◆ Aim of the task: Those lines of the data that hold the word "currentColor" are to be copied out.

◆ Provided material:

═══

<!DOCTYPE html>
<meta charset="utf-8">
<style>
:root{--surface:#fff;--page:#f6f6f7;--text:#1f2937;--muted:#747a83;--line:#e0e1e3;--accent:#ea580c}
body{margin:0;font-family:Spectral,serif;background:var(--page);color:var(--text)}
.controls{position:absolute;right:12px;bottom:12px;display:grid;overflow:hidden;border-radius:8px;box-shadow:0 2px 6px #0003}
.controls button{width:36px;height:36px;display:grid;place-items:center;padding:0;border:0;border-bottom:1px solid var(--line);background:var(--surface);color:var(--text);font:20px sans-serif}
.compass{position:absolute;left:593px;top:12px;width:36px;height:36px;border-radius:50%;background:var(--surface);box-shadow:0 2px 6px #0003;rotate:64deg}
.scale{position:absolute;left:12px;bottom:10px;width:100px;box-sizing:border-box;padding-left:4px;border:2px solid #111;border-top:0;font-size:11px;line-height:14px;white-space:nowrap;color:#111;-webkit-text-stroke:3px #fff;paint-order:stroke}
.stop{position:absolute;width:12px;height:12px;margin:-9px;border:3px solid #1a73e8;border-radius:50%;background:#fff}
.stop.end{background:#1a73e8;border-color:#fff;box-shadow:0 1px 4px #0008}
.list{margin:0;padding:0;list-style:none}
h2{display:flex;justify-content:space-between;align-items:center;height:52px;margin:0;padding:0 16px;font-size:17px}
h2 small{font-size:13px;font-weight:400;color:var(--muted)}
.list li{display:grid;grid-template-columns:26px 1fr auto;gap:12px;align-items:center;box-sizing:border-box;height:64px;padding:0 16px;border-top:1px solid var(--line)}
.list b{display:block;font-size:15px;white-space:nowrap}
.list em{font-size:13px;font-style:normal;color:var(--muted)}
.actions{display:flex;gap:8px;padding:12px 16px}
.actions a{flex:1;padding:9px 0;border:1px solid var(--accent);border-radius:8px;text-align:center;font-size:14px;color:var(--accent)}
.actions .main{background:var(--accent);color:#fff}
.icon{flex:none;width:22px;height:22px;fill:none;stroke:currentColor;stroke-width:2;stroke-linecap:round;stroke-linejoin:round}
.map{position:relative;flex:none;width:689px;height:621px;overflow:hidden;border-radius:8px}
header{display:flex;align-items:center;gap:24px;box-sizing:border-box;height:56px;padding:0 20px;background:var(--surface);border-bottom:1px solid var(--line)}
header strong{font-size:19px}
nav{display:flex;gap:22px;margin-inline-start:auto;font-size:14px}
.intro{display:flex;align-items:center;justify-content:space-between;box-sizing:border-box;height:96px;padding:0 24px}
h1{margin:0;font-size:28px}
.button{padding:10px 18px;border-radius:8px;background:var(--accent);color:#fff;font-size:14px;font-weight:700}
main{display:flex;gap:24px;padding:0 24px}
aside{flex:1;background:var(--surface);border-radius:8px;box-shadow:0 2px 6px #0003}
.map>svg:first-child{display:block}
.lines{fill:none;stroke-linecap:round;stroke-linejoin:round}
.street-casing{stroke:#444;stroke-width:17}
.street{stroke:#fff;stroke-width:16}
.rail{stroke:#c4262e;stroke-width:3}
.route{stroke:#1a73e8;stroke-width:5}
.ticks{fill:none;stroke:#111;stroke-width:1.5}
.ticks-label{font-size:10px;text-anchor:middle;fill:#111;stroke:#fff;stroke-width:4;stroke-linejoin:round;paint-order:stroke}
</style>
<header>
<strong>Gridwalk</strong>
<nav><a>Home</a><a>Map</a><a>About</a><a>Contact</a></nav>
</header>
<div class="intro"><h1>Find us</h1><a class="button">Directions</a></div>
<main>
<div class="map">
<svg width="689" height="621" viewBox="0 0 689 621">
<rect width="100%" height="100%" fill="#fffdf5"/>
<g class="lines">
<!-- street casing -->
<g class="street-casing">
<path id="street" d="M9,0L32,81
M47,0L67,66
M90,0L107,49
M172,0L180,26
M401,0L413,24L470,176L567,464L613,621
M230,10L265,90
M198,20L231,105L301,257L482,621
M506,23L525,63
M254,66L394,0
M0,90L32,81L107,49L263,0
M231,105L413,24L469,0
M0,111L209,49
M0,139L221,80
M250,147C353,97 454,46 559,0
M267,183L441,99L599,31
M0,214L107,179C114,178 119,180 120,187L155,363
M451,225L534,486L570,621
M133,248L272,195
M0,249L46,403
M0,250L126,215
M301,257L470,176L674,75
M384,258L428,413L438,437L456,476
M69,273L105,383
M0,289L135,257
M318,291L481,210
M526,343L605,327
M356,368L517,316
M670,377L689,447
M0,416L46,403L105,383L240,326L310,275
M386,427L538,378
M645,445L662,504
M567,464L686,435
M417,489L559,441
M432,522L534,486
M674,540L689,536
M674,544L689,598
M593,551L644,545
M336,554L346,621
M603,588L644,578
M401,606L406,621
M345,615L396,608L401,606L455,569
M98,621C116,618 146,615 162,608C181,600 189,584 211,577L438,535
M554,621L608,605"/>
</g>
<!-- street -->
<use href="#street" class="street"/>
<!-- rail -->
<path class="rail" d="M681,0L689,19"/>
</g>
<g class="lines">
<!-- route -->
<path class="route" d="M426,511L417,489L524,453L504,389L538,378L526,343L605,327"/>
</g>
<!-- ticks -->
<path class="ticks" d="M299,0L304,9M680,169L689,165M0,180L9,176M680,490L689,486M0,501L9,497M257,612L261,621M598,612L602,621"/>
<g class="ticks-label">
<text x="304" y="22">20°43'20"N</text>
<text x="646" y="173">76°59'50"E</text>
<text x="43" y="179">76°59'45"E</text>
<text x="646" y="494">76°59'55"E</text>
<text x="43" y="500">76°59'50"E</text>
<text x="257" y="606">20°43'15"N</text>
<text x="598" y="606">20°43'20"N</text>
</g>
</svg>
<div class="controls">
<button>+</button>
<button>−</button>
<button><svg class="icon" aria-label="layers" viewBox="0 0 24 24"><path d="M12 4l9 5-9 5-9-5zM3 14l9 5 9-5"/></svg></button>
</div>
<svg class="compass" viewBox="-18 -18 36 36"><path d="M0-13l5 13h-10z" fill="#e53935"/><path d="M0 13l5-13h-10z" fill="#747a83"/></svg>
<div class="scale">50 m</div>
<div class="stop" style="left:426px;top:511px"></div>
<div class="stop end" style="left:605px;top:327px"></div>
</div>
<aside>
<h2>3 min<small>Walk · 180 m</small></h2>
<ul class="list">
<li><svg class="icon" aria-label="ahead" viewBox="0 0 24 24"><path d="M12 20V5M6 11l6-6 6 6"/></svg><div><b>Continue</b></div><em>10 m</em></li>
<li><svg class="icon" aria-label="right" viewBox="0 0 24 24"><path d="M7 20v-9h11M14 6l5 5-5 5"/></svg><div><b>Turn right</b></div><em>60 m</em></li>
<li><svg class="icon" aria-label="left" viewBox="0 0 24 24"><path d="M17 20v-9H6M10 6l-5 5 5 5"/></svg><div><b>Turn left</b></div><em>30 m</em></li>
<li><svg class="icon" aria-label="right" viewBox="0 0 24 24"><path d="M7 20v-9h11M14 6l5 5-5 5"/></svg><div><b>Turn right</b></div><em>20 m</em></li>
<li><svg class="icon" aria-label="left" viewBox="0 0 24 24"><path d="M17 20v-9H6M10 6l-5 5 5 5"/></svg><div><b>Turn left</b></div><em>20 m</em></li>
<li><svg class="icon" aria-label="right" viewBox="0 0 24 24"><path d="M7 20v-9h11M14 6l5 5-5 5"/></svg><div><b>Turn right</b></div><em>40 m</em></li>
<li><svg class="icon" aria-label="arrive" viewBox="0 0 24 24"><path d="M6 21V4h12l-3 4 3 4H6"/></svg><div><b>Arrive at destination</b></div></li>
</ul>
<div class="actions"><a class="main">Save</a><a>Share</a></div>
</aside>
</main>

═══

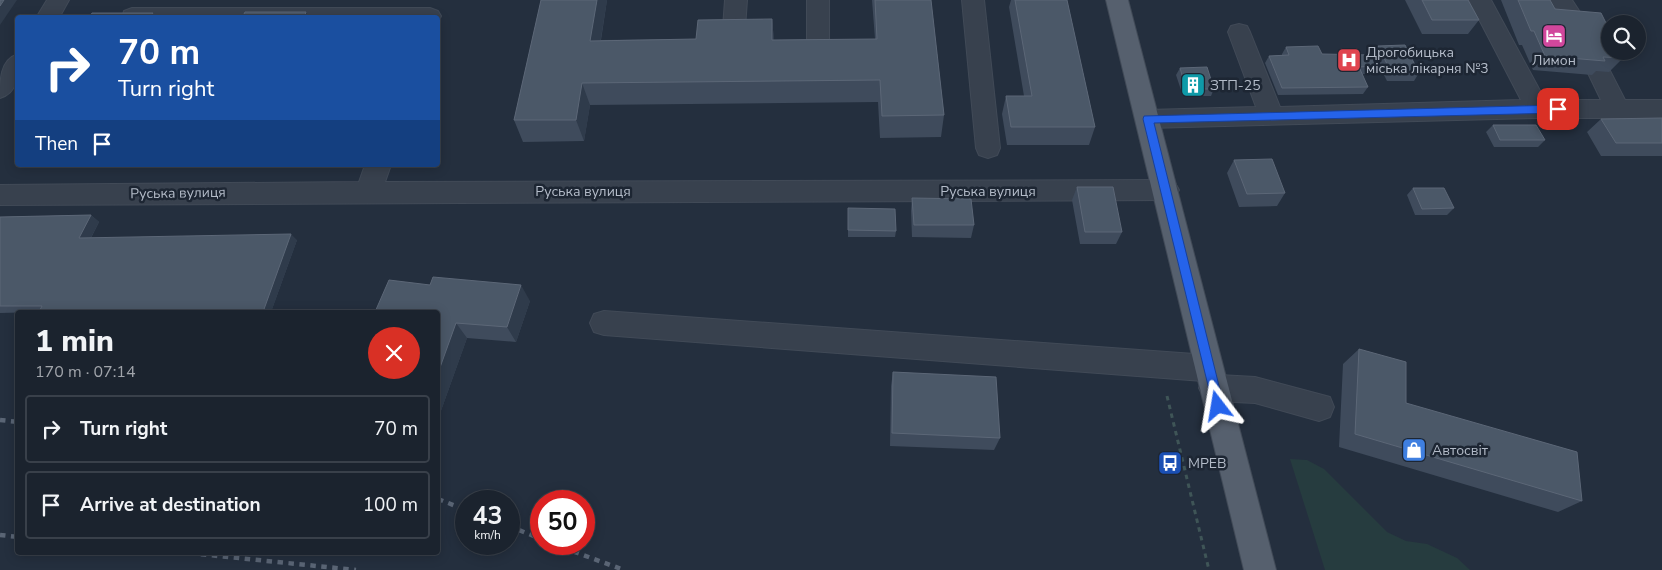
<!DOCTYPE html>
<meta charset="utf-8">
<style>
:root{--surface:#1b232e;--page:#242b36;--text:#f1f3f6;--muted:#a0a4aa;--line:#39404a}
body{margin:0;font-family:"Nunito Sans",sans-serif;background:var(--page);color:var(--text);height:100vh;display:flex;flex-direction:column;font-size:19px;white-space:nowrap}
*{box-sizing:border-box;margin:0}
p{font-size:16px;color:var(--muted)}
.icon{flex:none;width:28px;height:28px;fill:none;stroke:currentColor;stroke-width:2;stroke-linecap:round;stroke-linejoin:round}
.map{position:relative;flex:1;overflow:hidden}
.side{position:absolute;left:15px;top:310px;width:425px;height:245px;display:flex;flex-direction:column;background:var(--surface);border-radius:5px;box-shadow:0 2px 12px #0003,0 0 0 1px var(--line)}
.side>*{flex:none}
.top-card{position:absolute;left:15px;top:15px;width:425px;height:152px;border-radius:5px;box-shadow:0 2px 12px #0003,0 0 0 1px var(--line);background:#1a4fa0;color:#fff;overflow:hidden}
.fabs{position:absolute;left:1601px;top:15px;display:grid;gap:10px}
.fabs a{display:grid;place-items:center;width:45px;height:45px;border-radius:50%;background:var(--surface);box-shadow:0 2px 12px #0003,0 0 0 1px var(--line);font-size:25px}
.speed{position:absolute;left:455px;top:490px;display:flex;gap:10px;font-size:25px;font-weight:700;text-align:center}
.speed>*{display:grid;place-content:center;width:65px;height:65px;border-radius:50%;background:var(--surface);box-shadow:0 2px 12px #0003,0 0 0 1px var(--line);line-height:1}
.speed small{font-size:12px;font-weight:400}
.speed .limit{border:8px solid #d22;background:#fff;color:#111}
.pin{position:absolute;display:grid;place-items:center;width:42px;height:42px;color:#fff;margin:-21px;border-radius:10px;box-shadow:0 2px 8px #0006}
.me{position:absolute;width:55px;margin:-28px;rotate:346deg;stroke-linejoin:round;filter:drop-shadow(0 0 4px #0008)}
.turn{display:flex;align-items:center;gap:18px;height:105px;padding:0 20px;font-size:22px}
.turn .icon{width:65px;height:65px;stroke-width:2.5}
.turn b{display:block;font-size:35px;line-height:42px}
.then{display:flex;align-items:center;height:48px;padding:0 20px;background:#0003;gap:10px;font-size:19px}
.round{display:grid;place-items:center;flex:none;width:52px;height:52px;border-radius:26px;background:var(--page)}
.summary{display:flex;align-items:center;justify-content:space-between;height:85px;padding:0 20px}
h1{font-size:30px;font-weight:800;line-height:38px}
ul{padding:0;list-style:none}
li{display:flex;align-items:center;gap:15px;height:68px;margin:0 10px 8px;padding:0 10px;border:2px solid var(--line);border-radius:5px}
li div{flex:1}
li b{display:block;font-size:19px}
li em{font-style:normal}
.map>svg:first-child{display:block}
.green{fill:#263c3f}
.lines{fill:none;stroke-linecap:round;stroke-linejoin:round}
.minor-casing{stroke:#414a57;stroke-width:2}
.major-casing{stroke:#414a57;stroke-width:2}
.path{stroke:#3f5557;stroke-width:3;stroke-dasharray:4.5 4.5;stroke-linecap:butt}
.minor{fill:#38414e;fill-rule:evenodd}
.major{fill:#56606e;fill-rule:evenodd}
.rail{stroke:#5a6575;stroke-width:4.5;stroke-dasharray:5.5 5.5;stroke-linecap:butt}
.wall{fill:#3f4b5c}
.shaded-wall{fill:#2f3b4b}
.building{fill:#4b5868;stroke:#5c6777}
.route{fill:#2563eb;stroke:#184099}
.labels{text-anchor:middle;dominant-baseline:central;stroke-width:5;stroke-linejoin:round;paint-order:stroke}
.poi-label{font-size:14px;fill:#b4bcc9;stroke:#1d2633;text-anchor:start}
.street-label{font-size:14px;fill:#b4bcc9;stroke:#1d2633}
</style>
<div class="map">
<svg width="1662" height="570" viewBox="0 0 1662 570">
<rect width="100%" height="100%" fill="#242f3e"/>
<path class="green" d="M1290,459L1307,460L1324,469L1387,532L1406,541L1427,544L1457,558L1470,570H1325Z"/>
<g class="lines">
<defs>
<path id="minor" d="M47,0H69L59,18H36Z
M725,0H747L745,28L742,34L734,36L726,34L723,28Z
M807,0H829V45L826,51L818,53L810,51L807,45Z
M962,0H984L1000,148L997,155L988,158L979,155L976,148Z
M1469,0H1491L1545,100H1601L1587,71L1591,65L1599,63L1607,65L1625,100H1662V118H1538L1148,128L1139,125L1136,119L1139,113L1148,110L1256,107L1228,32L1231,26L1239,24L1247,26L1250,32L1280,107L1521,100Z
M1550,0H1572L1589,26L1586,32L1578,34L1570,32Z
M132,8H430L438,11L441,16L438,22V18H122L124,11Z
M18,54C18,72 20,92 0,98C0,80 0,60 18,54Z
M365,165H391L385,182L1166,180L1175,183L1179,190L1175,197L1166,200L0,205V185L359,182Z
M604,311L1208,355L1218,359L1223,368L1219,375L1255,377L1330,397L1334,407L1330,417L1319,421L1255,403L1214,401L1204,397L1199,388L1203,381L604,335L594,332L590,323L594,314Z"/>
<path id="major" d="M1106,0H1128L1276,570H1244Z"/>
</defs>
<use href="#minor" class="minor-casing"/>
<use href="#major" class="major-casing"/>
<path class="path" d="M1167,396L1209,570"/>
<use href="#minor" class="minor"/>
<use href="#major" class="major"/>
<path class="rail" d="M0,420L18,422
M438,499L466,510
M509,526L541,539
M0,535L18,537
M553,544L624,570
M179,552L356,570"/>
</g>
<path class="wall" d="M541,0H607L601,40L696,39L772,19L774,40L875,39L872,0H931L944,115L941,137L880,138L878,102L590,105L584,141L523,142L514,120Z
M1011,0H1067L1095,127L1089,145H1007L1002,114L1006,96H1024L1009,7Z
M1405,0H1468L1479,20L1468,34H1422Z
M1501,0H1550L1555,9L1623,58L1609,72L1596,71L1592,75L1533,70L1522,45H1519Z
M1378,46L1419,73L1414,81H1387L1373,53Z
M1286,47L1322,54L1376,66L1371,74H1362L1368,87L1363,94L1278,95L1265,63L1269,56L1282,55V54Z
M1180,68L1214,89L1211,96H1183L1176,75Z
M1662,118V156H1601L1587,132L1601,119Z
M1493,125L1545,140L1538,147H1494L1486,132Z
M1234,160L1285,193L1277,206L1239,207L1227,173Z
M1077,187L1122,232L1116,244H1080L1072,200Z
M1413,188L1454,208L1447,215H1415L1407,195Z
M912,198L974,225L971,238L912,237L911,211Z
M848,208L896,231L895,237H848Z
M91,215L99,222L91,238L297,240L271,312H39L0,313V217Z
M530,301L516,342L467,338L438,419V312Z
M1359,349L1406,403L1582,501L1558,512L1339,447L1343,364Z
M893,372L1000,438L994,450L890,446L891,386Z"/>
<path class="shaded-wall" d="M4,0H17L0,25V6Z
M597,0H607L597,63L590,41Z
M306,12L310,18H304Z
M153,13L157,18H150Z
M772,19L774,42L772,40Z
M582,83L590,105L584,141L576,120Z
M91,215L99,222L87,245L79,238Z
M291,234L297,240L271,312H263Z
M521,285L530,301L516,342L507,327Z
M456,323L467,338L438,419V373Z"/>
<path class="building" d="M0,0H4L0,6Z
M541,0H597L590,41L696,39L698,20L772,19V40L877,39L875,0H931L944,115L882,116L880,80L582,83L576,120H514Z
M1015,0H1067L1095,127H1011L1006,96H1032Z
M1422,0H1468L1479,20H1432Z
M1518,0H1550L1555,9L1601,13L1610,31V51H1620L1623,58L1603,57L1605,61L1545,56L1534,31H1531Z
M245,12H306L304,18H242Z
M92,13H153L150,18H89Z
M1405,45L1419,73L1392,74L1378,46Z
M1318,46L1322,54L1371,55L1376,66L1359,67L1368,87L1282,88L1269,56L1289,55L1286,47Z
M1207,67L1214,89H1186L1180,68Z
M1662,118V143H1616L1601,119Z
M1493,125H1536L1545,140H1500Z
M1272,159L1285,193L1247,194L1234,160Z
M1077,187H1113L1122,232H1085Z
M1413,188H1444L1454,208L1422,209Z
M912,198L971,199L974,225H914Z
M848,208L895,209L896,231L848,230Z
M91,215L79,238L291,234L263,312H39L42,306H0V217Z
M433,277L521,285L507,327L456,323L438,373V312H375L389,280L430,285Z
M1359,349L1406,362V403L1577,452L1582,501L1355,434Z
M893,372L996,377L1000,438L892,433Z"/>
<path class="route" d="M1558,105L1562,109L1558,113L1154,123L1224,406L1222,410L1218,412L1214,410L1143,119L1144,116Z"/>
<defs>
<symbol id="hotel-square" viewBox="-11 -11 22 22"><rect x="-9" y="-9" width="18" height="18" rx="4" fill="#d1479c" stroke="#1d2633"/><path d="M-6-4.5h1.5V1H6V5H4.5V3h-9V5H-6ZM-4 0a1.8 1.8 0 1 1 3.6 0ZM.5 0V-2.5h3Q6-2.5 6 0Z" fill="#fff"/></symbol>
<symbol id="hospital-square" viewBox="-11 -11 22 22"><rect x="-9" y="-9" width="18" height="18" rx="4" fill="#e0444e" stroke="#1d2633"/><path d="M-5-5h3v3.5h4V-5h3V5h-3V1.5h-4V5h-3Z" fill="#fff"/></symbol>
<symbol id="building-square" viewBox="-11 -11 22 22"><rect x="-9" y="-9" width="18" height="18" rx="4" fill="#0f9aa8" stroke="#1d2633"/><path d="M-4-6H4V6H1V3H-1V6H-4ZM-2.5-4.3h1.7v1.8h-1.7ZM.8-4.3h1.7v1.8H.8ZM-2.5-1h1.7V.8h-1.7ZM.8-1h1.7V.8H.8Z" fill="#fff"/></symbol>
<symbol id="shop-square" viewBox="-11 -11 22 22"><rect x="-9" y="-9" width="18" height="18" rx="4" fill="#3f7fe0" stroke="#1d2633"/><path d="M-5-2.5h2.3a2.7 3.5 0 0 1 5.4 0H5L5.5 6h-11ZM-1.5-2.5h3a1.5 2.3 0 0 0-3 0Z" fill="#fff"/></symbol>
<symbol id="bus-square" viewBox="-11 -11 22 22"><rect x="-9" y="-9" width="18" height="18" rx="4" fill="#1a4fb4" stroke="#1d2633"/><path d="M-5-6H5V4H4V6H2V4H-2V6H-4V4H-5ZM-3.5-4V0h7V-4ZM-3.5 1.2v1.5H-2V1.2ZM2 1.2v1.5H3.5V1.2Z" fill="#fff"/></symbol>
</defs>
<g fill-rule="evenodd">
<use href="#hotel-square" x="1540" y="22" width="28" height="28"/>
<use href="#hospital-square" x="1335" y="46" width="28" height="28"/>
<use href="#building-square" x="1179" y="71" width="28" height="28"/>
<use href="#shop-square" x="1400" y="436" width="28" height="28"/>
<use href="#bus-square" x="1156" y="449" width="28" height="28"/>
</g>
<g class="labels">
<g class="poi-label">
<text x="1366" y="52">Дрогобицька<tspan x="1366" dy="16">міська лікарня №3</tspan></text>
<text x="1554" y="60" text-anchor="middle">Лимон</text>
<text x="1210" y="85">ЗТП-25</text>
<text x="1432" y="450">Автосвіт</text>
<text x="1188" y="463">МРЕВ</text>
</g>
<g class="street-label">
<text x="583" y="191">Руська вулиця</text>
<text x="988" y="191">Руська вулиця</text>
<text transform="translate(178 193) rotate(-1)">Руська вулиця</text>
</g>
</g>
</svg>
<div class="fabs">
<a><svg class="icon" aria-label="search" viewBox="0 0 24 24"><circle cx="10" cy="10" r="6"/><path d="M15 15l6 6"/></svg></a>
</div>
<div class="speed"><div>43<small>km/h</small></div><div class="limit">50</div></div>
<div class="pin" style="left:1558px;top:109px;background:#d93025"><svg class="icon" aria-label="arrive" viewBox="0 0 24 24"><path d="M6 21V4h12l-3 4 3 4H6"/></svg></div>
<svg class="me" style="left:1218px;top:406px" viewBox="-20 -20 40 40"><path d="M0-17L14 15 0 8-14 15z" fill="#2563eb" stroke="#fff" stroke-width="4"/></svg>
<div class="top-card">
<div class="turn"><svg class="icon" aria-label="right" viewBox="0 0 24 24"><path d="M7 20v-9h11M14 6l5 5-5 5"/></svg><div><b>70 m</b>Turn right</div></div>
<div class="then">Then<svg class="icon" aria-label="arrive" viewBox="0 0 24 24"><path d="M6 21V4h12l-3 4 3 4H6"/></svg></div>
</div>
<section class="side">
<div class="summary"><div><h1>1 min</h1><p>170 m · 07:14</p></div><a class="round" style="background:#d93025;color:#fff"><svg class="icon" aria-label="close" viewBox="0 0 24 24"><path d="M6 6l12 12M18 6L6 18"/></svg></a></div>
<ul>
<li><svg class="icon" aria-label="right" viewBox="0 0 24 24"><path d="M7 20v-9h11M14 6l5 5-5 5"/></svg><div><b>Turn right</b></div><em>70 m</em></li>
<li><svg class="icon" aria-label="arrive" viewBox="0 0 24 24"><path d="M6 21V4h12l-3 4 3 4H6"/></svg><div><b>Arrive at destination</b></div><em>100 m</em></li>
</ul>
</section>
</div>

═══

◆ Solution to this task:
.icon{flex:none;width:22px;height:22px;fill:none;stroke:currentColor;stroke-width:2;stroke-linecap:round;stroke-linejoin:round}
.icon{flex:none;width:28px;height:28px;fill:none;stroke:currentColor;stroke-width:2;stroke-linecap:round;stroke-linejoin:round}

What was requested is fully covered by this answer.